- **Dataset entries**
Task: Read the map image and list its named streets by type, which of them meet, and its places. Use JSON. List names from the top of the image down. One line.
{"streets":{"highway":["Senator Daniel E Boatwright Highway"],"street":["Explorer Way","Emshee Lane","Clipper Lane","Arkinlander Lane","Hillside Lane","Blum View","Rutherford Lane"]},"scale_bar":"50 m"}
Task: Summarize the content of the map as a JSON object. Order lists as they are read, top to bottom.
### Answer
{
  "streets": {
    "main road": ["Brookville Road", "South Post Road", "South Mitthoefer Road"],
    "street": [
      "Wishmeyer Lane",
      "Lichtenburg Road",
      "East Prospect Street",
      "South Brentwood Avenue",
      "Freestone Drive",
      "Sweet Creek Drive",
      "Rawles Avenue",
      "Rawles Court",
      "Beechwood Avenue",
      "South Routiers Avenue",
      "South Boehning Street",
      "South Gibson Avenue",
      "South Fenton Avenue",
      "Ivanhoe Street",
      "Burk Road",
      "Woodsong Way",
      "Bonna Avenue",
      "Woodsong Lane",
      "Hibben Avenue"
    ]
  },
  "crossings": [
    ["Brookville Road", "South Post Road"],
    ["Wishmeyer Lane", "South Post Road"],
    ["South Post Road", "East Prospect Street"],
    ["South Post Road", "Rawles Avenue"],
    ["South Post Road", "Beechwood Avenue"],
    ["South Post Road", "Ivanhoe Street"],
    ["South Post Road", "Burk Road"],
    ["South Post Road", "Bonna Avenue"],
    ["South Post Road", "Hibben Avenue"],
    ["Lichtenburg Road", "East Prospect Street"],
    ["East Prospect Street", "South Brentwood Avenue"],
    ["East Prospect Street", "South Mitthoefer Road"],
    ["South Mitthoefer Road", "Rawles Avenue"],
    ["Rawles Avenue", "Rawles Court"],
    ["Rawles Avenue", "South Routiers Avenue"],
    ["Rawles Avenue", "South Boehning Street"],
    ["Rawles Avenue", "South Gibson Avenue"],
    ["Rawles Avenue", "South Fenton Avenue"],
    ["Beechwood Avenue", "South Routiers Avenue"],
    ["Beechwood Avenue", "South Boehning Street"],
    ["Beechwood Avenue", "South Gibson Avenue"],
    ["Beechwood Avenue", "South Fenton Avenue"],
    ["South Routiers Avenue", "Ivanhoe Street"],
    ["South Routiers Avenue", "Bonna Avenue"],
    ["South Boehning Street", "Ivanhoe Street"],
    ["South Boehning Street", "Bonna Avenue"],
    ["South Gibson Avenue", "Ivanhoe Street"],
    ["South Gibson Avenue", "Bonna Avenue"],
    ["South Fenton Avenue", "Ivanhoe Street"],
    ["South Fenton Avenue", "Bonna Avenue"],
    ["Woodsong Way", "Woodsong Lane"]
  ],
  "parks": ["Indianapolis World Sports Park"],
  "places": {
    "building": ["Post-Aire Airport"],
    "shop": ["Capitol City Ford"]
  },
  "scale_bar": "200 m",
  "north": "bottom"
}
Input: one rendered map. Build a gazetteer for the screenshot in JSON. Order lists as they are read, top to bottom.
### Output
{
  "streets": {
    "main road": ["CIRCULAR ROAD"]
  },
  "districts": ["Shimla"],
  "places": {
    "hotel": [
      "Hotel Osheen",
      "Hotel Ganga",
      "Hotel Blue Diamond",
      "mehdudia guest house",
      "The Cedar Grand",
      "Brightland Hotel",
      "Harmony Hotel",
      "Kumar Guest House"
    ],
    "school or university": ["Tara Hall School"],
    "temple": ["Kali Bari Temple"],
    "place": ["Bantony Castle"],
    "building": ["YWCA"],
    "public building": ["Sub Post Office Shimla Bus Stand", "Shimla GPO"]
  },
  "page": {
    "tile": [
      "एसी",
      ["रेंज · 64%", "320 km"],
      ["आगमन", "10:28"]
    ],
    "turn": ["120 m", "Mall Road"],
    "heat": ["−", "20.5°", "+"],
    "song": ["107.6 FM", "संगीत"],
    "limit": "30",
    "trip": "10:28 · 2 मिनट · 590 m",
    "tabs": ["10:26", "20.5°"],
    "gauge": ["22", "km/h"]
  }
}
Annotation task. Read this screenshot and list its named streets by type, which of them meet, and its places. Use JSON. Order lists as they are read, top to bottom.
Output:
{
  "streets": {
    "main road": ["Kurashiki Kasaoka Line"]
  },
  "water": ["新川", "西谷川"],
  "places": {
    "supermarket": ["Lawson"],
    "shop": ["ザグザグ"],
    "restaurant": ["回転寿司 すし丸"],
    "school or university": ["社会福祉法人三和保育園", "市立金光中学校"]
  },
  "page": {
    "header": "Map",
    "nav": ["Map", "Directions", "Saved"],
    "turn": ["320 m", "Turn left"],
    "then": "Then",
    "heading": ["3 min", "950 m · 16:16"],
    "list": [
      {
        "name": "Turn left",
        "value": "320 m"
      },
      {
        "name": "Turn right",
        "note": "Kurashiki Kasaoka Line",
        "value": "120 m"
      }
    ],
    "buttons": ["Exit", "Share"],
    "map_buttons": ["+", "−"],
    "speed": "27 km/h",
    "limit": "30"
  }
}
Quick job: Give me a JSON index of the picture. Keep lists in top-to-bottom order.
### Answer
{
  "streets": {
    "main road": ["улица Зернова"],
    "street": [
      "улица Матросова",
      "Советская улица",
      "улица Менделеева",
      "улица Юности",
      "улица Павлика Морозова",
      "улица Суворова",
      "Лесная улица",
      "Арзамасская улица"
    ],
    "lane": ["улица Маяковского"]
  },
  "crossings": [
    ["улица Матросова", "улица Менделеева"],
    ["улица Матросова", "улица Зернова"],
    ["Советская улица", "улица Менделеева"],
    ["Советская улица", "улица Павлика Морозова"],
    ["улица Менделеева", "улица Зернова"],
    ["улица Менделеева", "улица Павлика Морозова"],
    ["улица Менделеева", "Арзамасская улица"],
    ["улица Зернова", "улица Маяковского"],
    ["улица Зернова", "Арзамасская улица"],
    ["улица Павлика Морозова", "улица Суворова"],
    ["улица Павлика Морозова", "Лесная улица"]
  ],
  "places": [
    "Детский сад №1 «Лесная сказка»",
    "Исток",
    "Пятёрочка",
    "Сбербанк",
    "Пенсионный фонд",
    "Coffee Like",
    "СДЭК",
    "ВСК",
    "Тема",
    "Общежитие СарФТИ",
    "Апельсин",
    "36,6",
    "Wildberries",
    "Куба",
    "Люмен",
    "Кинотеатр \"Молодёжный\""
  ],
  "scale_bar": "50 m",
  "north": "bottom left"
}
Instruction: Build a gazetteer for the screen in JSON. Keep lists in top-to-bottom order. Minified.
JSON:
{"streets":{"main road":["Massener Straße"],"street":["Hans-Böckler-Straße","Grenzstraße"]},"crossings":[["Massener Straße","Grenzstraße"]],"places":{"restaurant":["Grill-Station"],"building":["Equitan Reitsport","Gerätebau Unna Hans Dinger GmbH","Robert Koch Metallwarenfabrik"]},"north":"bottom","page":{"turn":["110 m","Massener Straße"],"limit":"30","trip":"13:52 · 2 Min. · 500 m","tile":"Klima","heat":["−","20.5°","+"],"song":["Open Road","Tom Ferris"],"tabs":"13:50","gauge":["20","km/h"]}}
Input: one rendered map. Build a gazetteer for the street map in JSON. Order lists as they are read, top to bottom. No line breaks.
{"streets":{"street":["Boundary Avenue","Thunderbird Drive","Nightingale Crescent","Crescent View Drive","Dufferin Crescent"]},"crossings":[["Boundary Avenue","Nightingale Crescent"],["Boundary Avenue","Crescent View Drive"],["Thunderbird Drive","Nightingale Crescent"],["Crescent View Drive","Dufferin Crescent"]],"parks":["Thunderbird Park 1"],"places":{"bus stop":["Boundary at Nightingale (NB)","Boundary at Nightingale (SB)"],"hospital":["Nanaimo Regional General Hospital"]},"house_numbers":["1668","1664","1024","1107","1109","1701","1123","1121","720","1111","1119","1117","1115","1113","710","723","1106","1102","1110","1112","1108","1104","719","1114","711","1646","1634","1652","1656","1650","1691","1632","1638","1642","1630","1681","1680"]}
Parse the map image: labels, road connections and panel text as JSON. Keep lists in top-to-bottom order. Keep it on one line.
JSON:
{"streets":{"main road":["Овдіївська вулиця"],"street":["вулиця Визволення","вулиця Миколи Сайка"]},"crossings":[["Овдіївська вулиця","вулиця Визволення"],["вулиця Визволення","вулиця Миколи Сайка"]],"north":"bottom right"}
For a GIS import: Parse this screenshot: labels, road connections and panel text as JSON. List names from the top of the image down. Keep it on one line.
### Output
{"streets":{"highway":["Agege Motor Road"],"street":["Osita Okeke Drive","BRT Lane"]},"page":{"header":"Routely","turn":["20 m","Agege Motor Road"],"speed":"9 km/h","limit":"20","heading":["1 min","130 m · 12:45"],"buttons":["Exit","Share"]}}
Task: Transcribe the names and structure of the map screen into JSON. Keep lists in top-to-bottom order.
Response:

- **ASSIGNMENT**
In the records above, how many lines contain the string "Keep"? State that number only.

- **RESPONSE**
5